== TASK REQUIREMENTS ==
Search the records for the string "JSON" and report how many lines contain it, with nothing else.

== DATA PROVIDED ==
*** Block opens ***
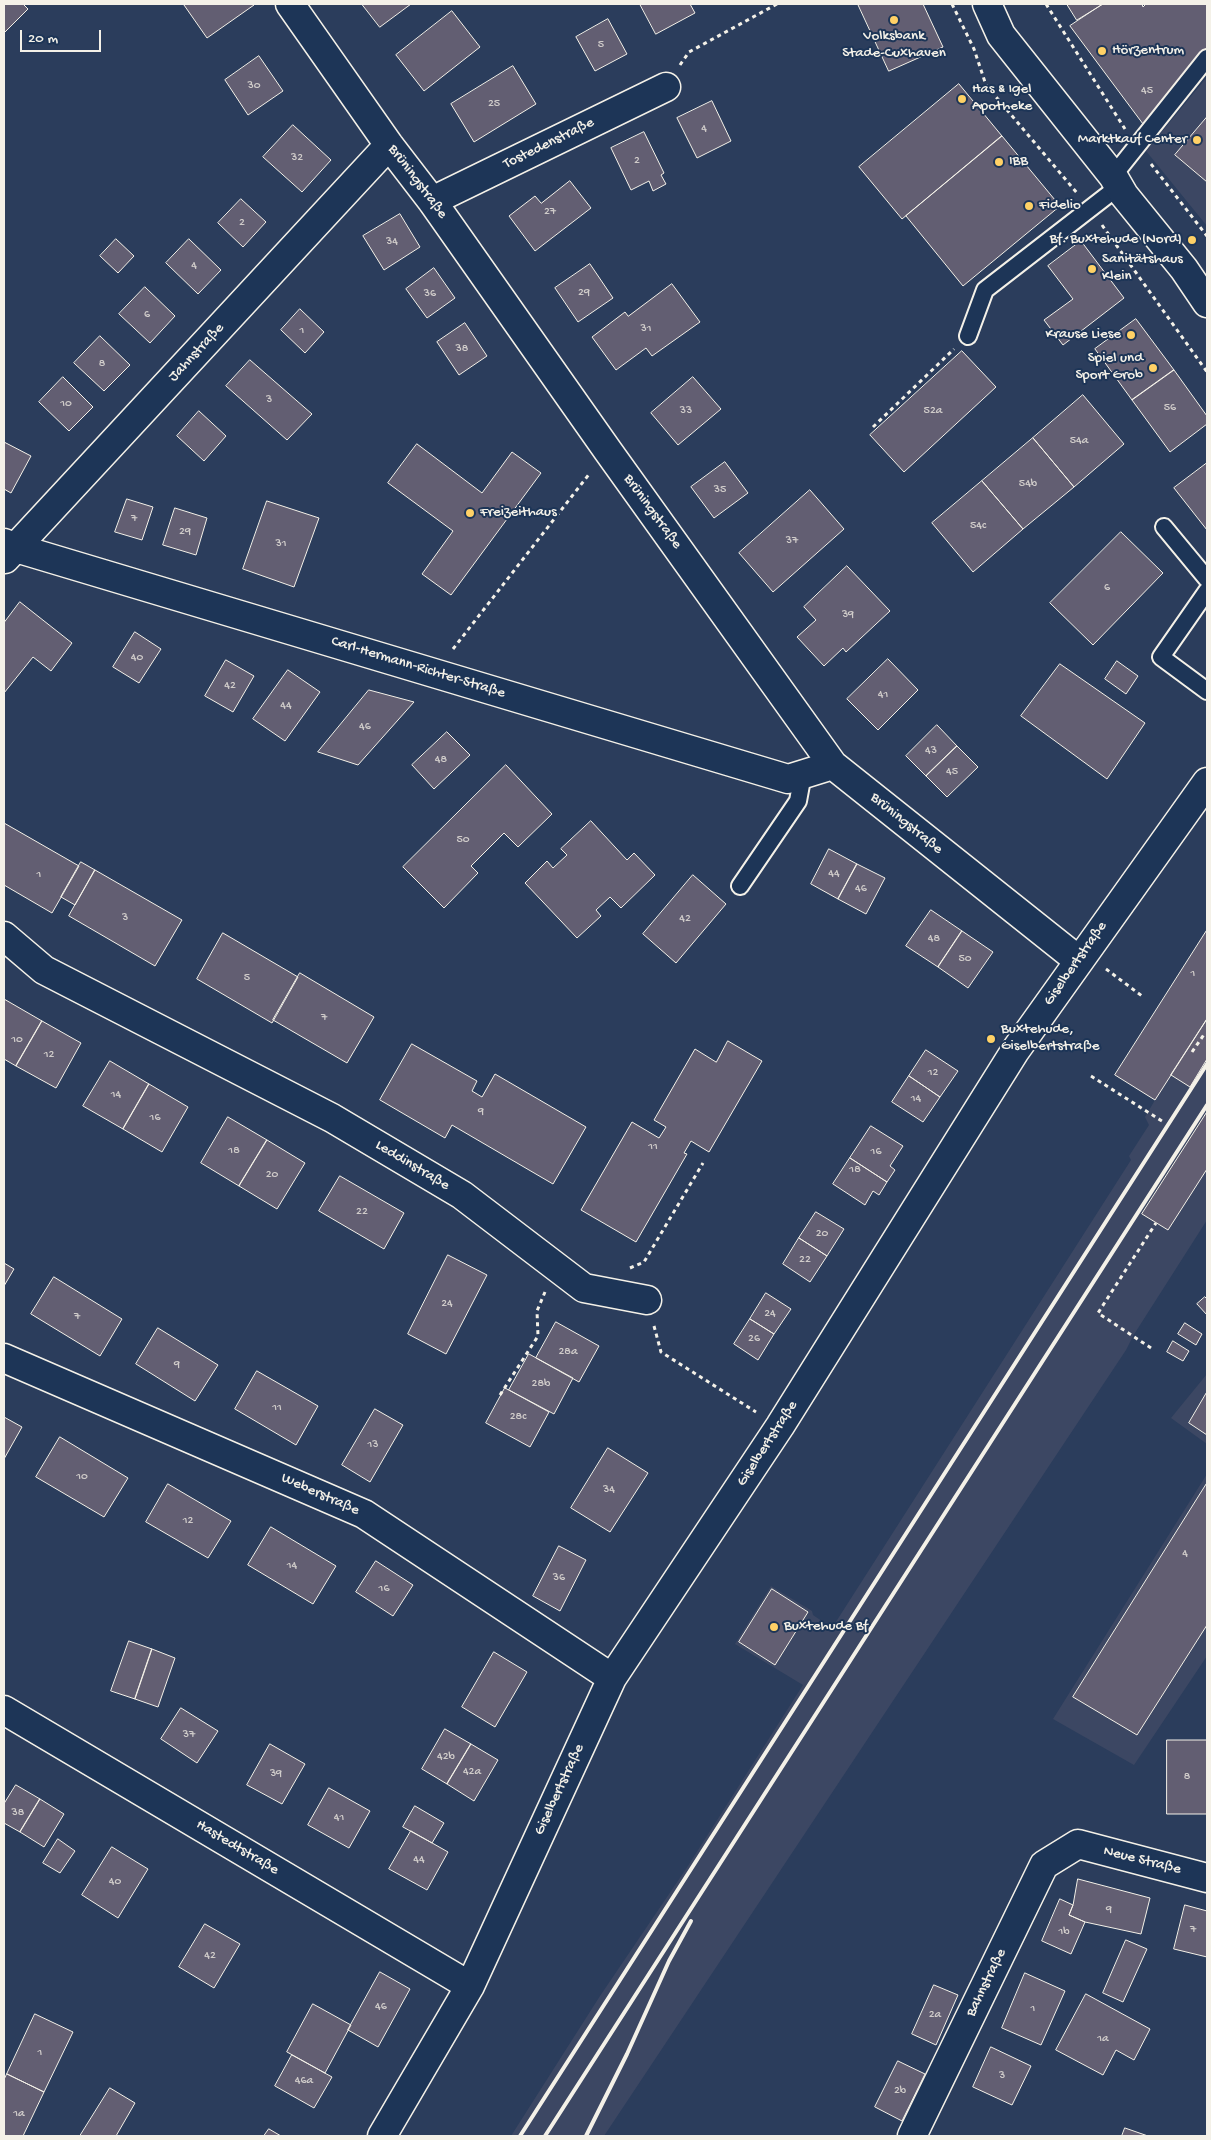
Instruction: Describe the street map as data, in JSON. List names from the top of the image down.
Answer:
*** Block closes ***
*** Block opens ***
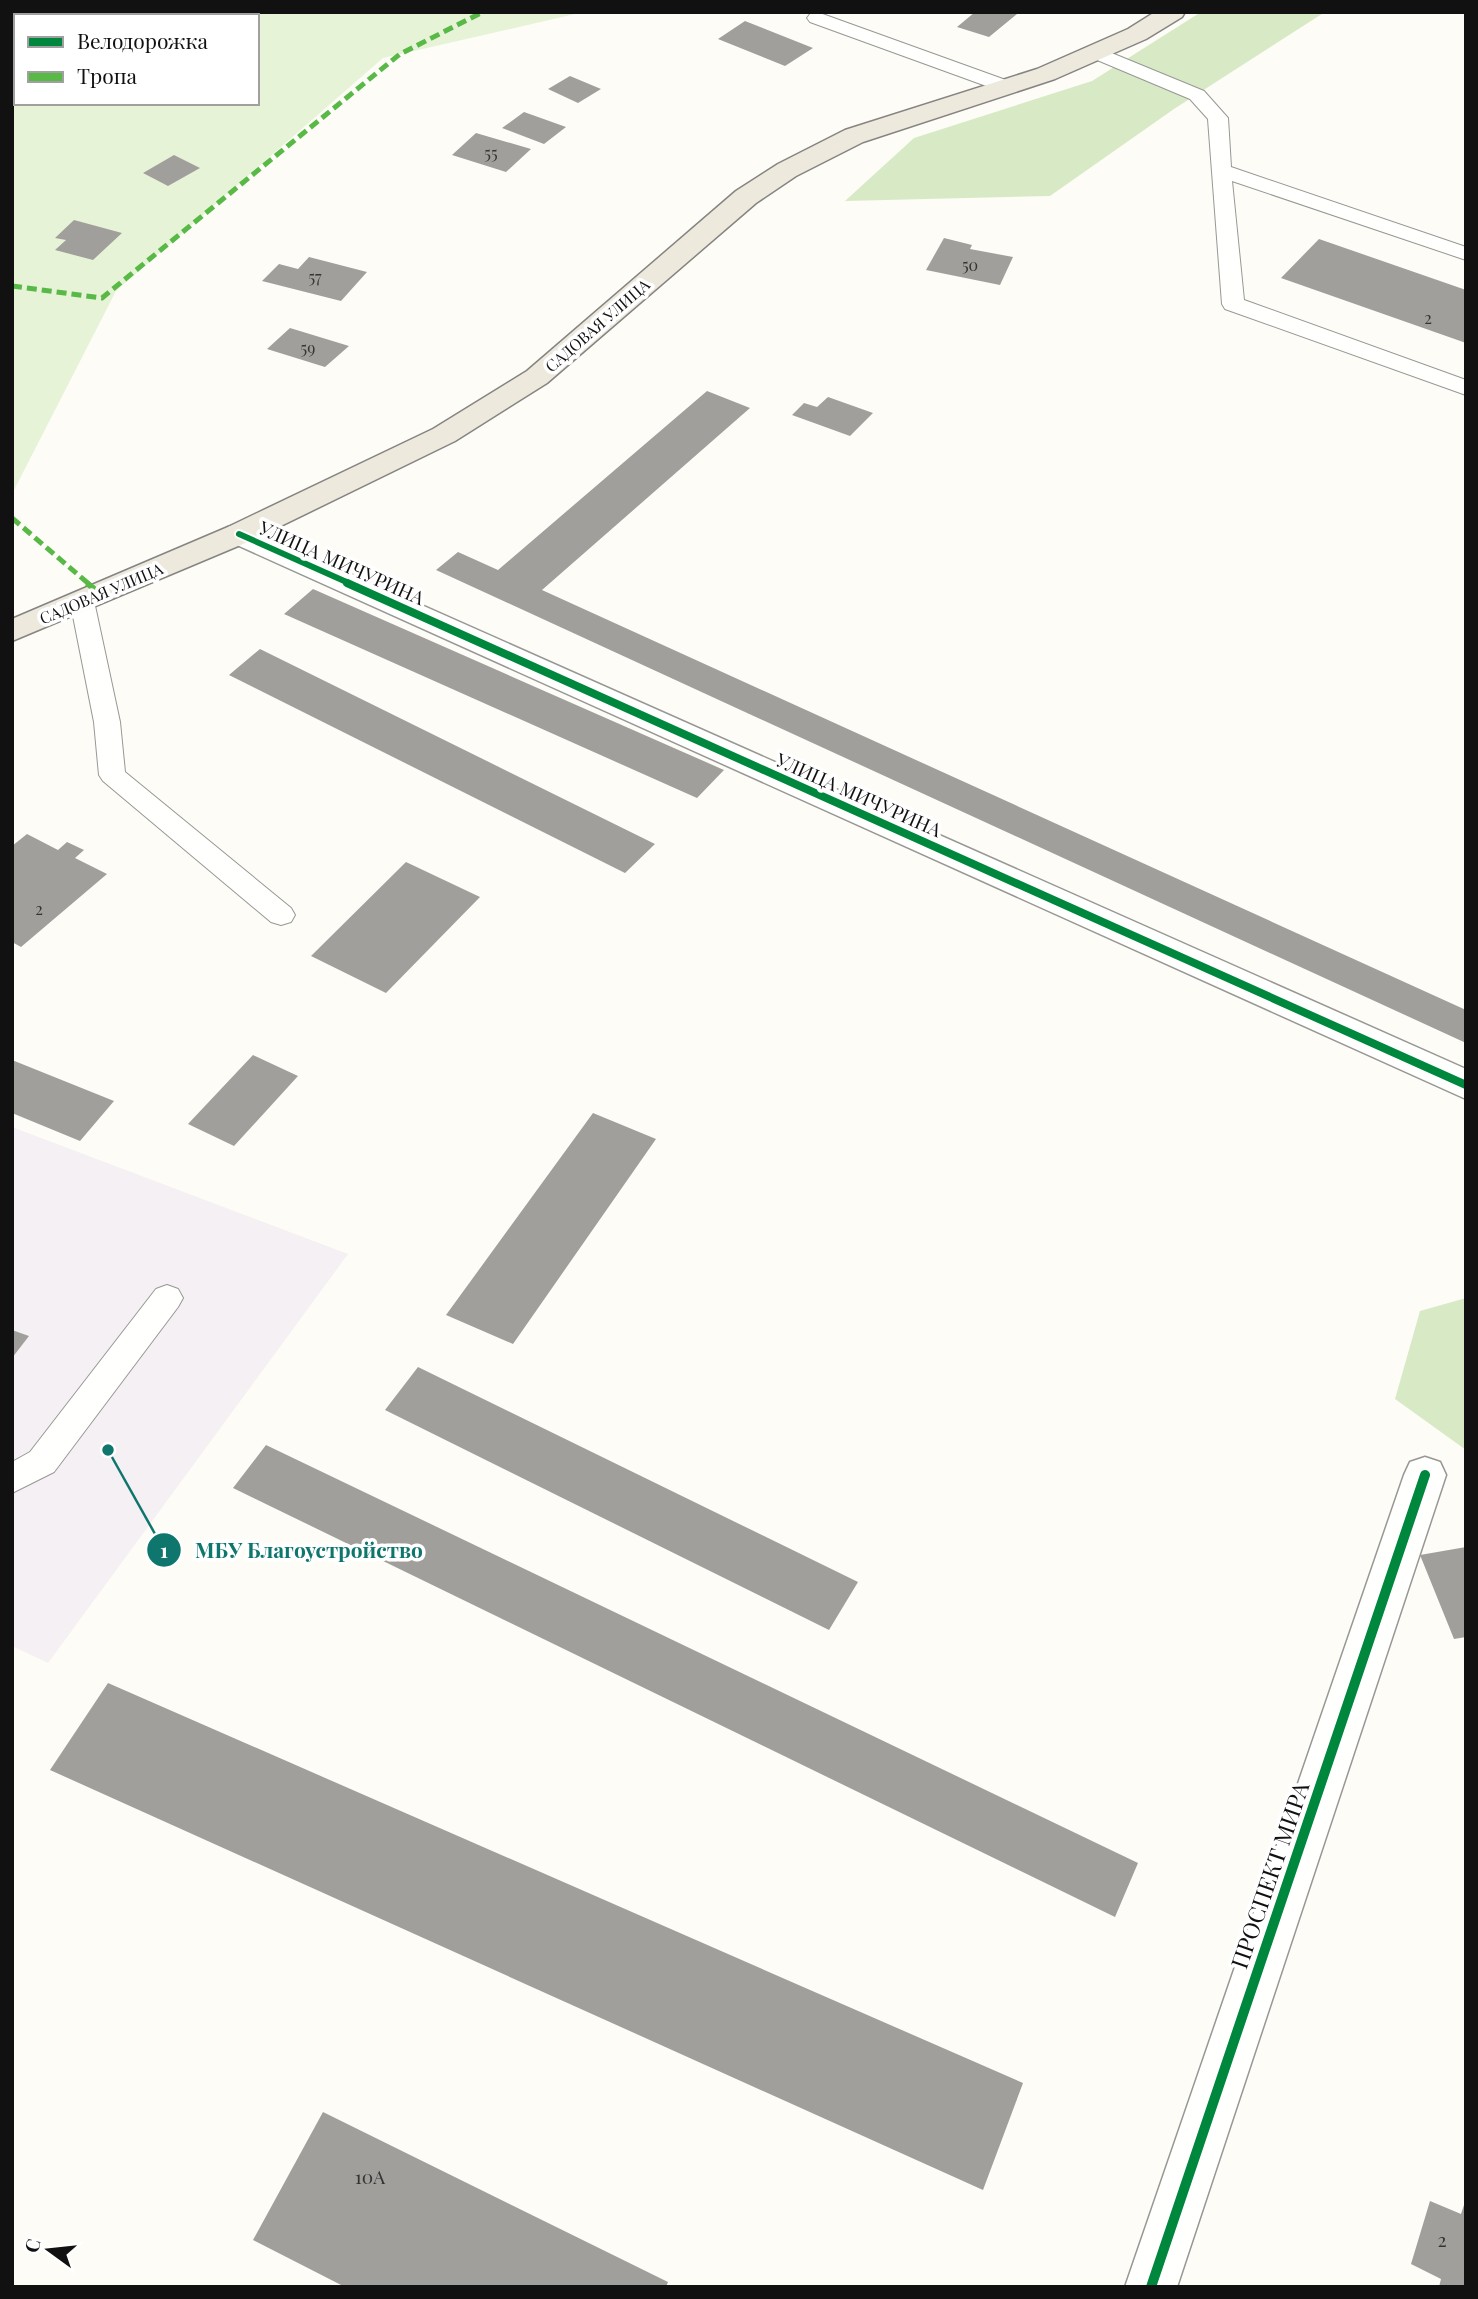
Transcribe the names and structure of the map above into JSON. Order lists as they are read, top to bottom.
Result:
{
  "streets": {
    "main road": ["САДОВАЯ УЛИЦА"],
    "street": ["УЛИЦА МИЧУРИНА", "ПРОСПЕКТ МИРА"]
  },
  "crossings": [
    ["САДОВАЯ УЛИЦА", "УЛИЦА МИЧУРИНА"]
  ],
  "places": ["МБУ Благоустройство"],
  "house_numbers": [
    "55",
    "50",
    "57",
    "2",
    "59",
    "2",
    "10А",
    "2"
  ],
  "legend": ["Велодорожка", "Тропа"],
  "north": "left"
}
*** Block closes ***
== TASK RESPONSE ==
2